Unfortunately, (2) gets a bit muddled up by the authors claiming that the cospectral transfer function after covariance maximisation is obtained approximately if the square root of the power spectrum's transfer function is used to correct the cospectrum, i.e. by reverting to the original misconception addressed in (1). In other words, one imperfect (or incorrect) processing step would be fortuitously compensated by another. I strongly suggest refraining from putting it this way, because a) in a mathematically exact sense, it is incorrect, and b) the approximation will quickly become inaccurate for lag times exceeding 1 second (outside the range tested in this paper). I explain these reservations further in the Specific Comments.
Overall, I think this manuscript is worthwhile publishing after revision (as detailed below) and with modified conclusions, along the following lines.
In my view, there should be a strong recommendation to discourage usage of the covariance maximisation method in the future. It is known (and nicely illustrated here) to be incorrect, by mixing two separate effects. In addition, it produces erratic unphysical results when fluxes are close to the detection limit (affecting typically most nighttime periods for H2O and the morning/evening transition periods for CO2).
It is not that difficult to determine the physical lag time with other methods. Firstly, its expected value can be constrained by geometrical dimensions of tube and measurement cell, together with pressure and flow rate (which is known or even controlled for many gas analysers, and if not, a flow meter can be added). Lags due to clock mismatches or processing delays need to be included, too. Once the expected lag time is estimated in this way, it can be empirically confirmed (e.g. by popping a balloon filled with synthetic air next to the sonic anemometer and the air intake). Alternatively, the lag time can be determined AFTER obtaining the transfer function for the gas power spectrum and applying the corresponding lowpass filter to produce a degraded temperature spectrum: the correct lag time should be that which maximises the crosscorrelation between the degraded temperature time series and the gas time series.
Determining the lag time with any of these methods, followed by the correct cospectral correction (1), should be the preferred procedure.It is understandable that the authors wish to promote their novel correction, and I concede that it may be useful in some cases, especially where lag time determination with other methods is difficult or not possible any more (historical data). A modified conclusion to that effect would be acceptable.

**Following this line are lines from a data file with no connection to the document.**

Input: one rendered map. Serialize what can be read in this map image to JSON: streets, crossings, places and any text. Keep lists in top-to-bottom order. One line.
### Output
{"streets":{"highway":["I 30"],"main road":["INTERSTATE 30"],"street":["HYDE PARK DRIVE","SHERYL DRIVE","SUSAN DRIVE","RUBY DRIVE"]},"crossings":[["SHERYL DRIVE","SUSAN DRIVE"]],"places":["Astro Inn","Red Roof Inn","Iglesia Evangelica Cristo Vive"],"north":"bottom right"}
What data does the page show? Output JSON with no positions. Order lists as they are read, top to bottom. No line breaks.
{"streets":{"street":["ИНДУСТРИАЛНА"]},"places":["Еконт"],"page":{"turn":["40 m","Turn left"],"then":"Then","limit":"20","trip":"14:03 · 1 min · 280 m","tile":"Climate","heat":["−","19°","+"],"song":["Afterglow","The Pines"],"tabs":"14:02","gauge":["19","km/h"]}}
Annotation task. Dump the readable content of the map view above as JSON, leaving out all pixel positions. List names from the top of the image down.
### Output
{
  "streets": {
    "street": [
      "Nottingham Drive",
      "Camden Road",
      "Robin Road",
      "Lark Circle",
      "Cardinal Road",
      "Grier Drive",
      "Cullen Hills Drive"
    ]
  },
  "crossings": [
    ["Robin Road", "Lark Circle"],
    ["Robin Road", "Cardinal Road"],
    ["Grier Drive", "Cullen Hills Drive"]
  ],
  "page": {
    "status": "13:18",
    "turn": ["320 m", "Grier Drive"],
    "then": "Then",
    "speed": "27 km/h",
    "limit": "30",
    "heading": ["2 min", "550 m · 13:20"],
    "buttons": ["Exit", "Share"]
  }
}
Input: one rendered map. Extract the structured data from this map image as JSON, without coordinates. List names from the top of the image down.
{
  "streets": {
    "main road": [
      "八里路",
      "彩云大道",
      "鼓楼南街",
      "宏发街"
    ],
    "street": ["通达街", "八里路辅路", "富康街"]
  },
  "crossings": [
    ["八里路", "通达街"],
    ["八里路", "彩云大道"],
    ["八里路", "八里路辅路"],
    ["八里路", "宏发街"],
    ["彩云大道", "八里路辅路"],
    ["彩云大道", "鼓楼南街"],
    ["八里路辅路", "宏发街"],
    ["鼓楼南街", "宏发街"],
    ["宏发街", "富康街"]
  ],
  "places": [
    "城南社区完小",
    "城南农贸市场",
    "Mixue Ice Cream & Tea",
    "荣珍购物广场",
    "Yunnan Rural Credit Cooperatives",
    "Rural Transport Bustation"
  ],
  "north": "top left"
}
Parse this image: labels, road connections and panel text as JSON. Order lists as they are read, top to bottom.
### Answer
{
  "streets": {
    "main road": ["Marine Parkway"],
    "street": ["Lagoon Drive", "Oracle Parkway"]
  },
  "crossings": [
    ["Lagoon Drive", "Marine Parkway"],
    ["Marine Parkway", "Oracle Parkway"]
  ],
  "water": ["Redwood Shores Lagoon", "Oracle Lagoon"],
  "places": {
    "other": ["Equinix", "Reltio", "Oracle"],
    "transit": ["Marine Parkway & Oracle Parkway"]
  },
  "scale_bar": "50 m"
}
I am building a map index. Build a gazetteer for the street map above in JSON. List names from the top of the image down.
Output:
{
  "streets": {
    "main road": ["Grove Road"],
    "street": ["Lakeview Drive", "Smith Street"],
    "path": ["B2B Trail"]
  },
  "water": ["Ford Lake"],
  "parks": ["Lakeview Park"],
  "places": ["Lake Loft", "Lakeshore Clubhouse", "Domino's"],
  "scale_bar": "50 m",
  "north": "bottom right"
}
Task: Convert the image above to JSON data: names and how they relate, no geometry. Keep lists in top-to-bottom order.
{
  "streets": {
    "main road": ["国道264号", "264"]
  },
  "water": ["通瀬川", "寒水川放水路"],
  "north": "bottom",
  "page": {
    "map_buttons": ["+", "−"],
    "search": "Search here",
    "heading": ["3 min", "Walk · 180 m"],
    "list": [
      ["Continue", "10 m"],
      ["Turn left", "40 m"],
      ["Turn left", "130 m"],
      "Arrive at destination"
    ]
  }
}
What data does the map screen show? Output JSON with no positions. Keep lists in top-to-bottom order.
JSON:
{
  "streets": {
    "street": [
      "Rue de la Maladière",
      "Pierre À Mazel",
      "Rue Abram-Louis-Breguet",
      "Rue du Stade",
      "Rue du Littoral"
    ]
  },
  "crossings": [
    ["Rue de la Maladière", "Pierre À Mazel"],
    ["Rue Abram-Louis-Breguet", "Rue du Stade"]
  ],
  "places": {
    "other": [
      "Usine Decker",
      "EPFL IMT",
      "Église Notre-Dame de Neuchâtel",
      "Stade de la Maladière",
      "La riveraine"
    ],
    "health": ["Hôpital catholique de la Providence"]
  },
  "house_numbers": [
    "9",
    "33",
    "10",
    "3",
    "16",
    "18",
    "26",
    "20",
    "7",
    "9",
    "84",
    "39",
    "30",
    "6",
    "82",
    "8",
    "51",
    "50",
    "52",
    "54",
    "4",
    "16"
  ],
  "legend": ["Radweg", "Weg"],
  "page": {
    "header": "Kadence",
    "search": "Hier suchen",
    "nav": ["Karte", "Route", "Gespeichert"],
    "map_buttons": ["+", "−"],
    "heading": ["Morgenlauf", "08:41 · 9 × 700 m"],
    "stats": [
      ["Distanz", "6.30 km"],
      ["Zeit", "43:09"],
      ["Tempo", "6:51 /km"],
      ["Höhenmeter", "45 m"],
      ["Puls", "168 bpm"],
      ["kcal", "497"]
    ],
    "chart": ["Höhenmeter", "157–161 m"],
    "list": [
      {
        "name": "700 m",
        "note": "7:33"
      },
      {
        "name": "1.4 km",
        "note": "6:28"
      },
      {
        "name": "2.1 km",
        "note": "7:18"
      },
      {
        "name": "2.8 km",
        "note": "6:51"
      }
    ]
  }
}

However, the authors should not recommend reverting, after covariance maximisation, to using the square root of the powerspectral transfer function. That approach reminds me of the Copernican approach of retaining epicycles in the planetary orbits, in order to rescue the tenet of circular motion: a physically wrong and complicated correction of a calculation procedure that is necessary only because the original procedure is based on a flawed assumption. It may be reasonably accurate (as for the data used here) but nonetheless should be abandoned.

Specific comments
Introduction and Theory as far as P 5 L 18 are very well written and I fully agree with the content. One minor point:
In P 3 L 22, the "^" notation is introduced prematurely and should be removed. Its introduction is repeated in P 4 L 15, and it is not used in any numbered equation until (9).P 5 L 2032
I contend that the statement "Co_m can be approximated by A_m" (L 2021) is wrong. Covariance maximisation delivers a lag time t_used which differs from the true t_phys. The mathematical treatment to describe how the time series of w and X shifted by t_used combine with each other is completely analogous to Eqs (2) to (4) with phi_used replacing phi_phys. Eq (4) shows how there is always a frequencydependent shifting of amplitude between Co_m and Q_m. In other words, it is not possible to make Q_m disappear for all f simultaneously. Hence, while Eq (10) is the correct result for A_m, it is incorrect to equate A_m with maximised Co_m. In fact, your statement on P 12 L 35 shows that you are aware of this, hence the text here should be revised to reflect that.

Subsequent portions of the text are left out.